** Stored data follows **
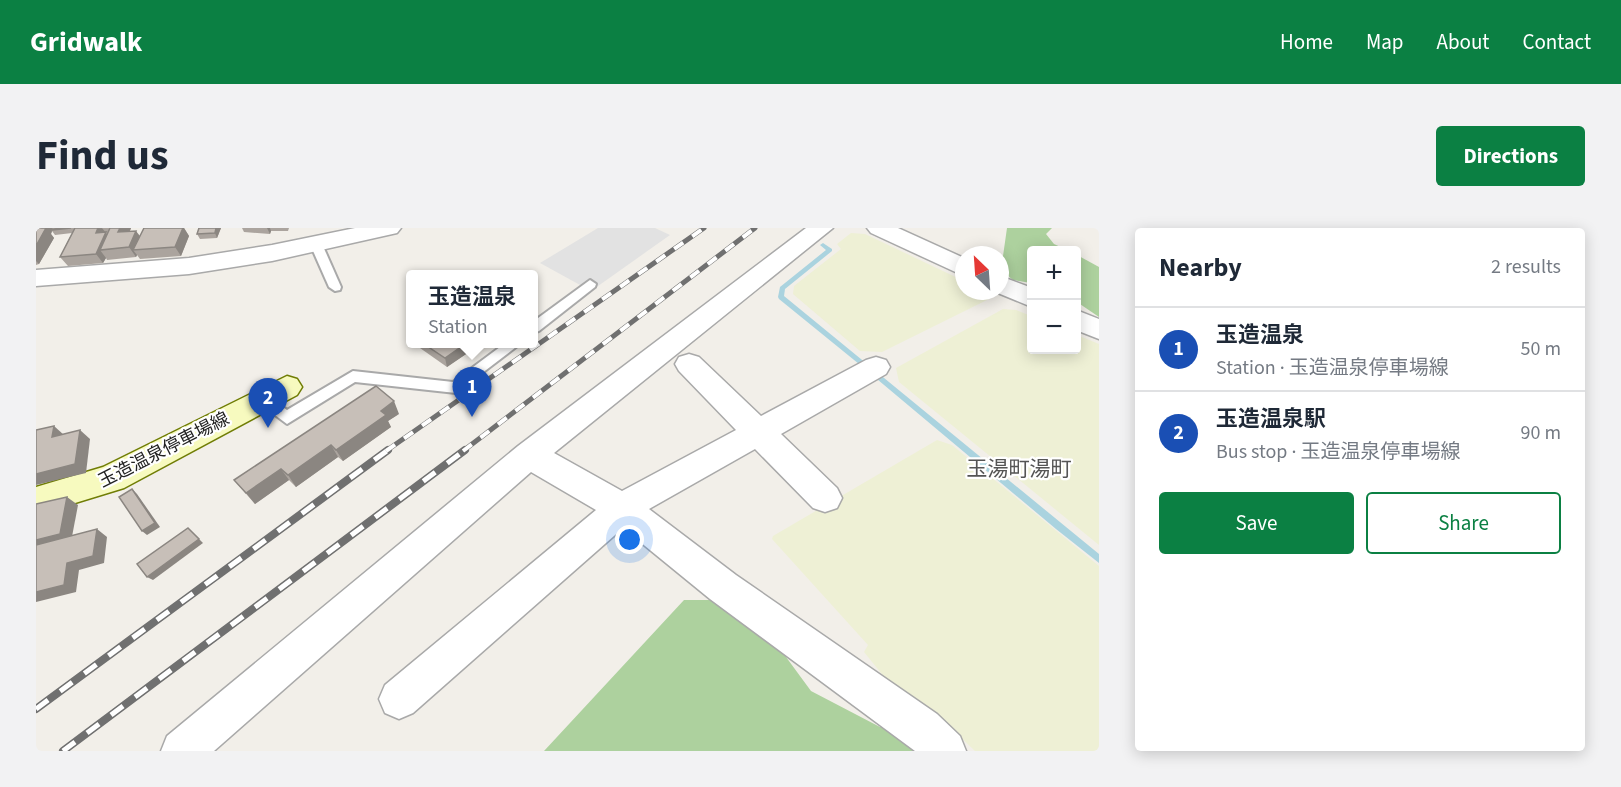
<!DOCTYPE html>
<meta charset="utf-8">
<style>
body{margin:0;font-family:"Source Sans 3","Noto Sans JP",sans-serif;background:#f2f2f3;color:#1f2937}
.controls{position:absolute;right:18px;top:18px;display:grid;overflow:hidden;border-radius:6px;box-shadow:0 3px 15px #0003}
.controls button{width:54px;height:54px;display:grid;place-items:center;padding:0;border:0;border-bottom:2px solid #e0e1e3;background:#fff;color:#1f2937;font:30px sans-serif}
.compass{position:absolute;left:919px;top:18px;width:54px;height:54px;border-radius:50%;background:#fff;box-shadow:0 3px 15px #0003;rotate:335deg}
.you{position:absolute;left:594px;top:312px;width:21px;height:21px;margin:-15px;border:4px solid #fff;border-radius:50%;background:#1a73e8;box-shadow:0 0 0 9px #1a73e833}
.badge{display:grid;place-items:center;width:39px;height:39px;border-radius:50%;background:#0b8043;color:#fff;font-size:20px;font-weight:700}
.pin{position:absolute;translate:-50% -50px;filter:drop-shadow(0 2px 3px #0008)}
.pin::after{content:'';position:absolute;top:32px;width:21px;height:18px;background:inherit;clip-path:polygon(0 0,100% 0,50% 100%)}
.popup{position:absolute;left:370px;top:42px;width:132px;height:78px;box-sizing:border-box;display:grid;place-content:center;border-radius:6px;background:#fff;filter:drop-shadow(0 2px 4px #0005);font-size:20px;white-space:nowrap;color:#747a83}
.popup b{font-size:22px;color:#1f2937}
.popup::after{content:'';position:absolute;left:50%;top:100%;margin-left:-12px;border:12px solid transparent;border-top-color:#fff}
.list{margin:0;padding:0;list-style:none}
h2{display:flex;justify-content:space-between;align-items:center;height:78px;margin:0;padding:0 24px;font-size:26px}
h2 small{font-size:20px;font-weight:400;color:#747a83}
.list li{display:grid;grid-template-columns:39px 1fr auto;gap:18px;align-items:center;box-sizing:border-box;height:84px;padding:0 24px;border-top:2px solid #e0e1e3}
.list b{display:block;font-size:22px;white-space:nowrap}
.list p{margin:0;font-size:20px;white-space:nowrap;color:#747a83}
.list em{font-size:20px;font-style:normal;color:#747a83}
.actions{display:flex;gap:12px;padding:18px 24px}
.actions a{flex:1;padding:14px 0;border:2px solid #0b8043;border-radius:6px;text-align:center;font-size:21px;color:#0b8043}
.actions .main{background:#0b8043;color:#fff}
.map{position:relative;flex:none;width:1063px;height:523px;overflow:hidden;border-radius:6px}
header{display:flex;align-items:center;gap:36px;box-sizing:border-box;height:84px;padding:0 30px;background:#0b8043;color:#fff}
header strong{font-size:28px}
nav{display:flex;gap:33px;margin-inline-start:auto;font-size:21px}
.intro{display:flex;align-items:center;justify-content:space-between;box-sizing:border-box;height:144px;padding:0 36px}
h1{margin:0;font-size:42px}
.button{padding:15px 27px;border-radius:6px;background:#0b8043;color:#fff;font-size:21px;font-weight:700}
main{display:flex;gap:36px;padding:0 36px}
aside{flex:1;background:#fff;border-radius:6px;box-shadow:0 3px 15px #0003}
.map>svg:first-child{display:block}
</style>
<header>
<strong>Gridwalk</strong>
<nav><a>Home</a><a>Map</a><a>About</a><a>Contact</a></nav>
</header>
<div class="intro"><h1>Find us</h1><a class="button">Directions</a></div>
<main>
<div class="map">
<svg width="1063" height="523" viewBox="0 0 1063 523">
<rect width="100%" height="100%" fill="#f2efe9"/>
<g fill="#eef0d5">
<polygon points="815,5 829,6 928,53 928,63 949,63 957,69 846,124 824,123 757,66 758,58 805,21 801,16"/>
<polygon points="967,81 980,82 995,88 996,122 1040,122 1041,107 1063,116 1063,317 863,154 860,140"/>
<polygon points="901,212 916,217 1063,338 1063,523 939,523 914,499 862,466 828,424 832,417 736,311 737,308"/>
</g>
<g fill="#add19e">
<polygon points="971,0 1016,0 1010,6 1018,16 1031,22 996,22 995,55 977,52 965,42"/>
<polygon points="1041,27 1063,39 1063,89 1041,74"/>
<polygon points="648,372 678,372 739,414 775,463 844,499 861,496 894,523 508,523"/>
</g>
<polygon fill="#e2e2e2" points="562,0 619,0 634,7 555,63 504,35"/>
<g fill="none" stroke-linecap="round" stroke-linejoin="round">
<polygon fill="#aad3df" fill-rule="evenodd" points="787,15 796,21 796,23 749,61 748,68 1063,326 1063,335 1020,301 823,136 743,71 742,69 744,59 790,22 784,17"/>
<defs>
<g id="lane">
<polygon points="280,12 286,16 305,59 304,62 299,63 293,59 274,16"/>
<polygon points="554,52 560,56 559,59 503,103 498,105 498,93"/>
<polygon points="468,116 484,116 420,165 319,154 251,196 219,172 221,168 231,168 251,182 317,143 417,154"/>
</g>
<g id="street">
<polygon points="319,0 365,0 361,5 236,33 153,46 0,58 0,42 153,30 236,17"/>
<polygon points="770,0 797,0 518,225 586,263 700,202 643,143 639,136 643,129 653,126 663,129 725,188 830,132 840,129 850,132 854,139 850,146 745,206 801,260 806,270 801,280 789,284 777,280 719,221 613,281 700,347 901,486 924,508 930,523 879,523 674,371 587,300 377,485 363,491 349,485 343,471 349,457 560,282 495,244 178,523 125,523 131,508 482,218"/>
<polygon points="831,0 862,0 928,30 928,48 835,5"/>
<polygon points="964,48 996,60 996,79 957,63 964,63"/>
<polygon points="1040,82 1063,91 1063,111 1040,102"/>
</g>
<polygon id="secondary" points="251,148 261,151 266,159 261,167 88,260 0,287 0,259 67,239"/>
</defs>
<use href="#lane" stroke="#a9a9a9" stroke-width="4"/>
<use href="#street" stroke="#a9a9a9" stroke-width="3"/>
<use href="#secondary" stroke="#707d05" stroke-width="3"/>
<use href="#lane" fill="#fff" fill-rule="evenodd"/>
<use href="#street" fill="#fff" fill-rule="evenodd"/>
<use href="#secondary" fill="#f7fabf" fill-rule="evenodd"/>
<defs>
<g id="rail-far1">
<polyline points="350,223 668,0"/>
<polyline points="427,223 719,0"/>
</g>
<g id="rail">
<polyline points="0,481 352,222"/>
<polyline points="27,523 429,222"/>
</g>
</defs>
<use href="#rail-far1" stroke="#707070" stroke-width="5"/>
<use href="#rail" stroke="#707070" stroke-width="8"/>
<use href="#rail-far1" stroke="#fff" stroke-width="4" stroke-dasharray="11" stroke-linecap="butt"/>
<use href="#rail" stroke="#fff" stroke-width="5" stroke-dasharray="15" stroke-linecap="butt"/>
</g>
<g fill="#aba49e">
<polygon points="0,0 95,0 94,3 104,8 108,0 148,0 153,8 145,28 104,31 101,27 100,29 71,32 70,30 67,35 32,38 24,29 36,5 19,7 16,3 15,6 18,10 3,36 0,37"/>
<polygon points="163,0 185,0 181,10 164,11 161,6"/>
<polygon points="206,0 253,0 252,3 235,3 234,6 208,4"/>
<polygon points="382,116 435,116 436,122 411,139 384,120"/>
<polygon points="363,186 352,193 355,199 307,233 302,229 260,259 253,252 219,276 198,252"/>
</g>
<g fill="#8b8681">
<polygon points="5,0 18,0 15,2 16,3 15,6 18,10 3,36 0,33 0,18"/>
<polygon points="62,0 66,0 77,14 64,22 70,30 67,35 60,26 60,5"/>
<polygon points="84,0 95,0 89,14 82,4"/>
<polygon points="147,0 148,0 153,8 145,28 139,19"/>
<polygon points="180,0 185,0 181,10 179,5"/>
<polygon points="231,0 234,0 235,3 234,6"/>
<polygon points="100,3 107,12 97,22 101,27 100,29 93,19"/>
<polygon points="429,116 435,116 436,122 411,139 409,130"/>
<polygon points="358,173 363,186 352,193 355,199 307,233 300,222 345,183"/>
<polygon points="18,198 28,207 16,209"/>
<polygon points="44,202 54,211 50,245 0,257 0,246"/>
<polygon points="295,217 302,229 260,259 252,247"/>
<polygon points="245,241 253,252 219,276 210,265"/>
<polygon points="96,261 101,266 124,299 111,307 106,303"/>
<polygon points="31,269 42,277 35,314 0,322 0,312"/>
<polygon points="152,300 167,315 117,352 111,349"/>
<polygon points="61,301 71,309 68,335 43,342 40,364 0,374 0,364 31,335"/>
</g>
<g fill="#c7bfb8" stroke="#8b8681" stroke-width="1.5">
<polygon points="0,0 10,0 0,18"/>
<polygon points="16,0 35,0 15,2"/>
<polygon points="39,0 62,0 60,5 70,4 60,26 24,29"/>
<polygon points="74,0 84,0 82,4 100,3 93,19 64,22"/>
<polygon points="108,0 147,0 139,19 97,22"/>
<polygon points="163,0 180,0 179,5 161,6"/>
<polygon points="388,116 429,116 409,130"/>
<polygon points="340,158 358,173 345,183 350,187 300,222 295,217 252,247 245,241 210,265 198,252"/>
<polygon points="18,198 16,209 44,202 39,236 0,246 0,202"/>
<polygon points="96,261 119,295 106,303 83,269"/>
<polygon points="31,269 24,306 0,312 0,276"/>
<polygon points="152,300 163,311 111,349 101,336"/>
<polygon points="61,301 57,328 31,335 28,357 0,364 0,317"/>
</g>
<g text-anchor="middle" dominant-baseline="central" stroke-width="4.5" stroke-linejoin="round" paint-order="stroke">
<g font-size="18" fill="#222" stroke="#fff">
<text transform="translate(128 222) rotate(-27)">玉造温泉停車場線</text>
</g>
<g font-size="21" fill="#555" stroke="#fff">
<text x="983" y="241">玉湯町湯町</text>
</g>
</g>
</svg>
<div class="controls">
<button>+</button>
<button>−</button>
</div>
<svg class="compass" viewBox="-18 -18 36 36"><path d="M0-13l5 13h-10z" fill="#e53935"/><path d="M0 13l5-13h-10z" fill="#747a83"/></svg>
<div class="you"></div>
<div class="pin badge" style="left:436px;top:189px;background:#1a4fb4">1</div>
<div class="popup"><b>玉造温泉</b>Station</div>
<div class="pin badge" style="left:232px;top:200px;background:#1a4fb4">2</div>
</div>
<aside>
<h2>Nearby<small>2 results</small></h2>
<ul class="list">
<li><span class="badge" style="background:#1a4fb4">1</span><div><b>玉造温泉</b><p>Station · 玉造温泉停車場線</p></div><em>50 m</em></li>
<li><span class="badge" style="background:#1a4fb4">2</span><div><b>玉造温泉駅</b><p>Bus stop · 玉造温泉停車場線</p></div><em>90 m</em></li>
</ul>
<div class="actions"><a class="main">Save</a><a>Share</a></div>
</aside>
</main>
** End of Stored data **
_Work instructions:_ In the reply, give again exactly the lines from the beginning of the entries above through the line with "solid #fff;border-radius:50%;background:#1a73e8;box-shadow:0 0"; pictures stay out.

_Solution to the exercise:_
<!DOCTYPE html>
<meta charset="utf-8">
<style>
body{margin:0;font-family:"Source Sans 3","Noto Sans JP",sans-serif;background:#f2f2f3;color:#1f2937}
.controls{position:absolute;right:18px;top:18px;display:grid;overflow:hidden;border-radius:6px;box-shadow:0 3px 15px #0003}
.controls button{width:54px;height:54px;display:grid;place-items:center;padding:0;border:0;border-bottom:2px solid #e0e1e3;background:#fff;color:#1f2937;font:30px sans-serif}
.compass{position:absolute;left:919px;top:18px;width:54px;height:54px;border-radius:50%;background:#fff;box-shadow:0 3px 15px #0003;rotate:335deg}
.you{position:absolute;left:594px;top:312px;width:21px;height:21px;margin:-15px;border:4px solid #fff;border-radius:50%;background:#1a73e8;box-shadow:0 0 0 9px #1a73e833}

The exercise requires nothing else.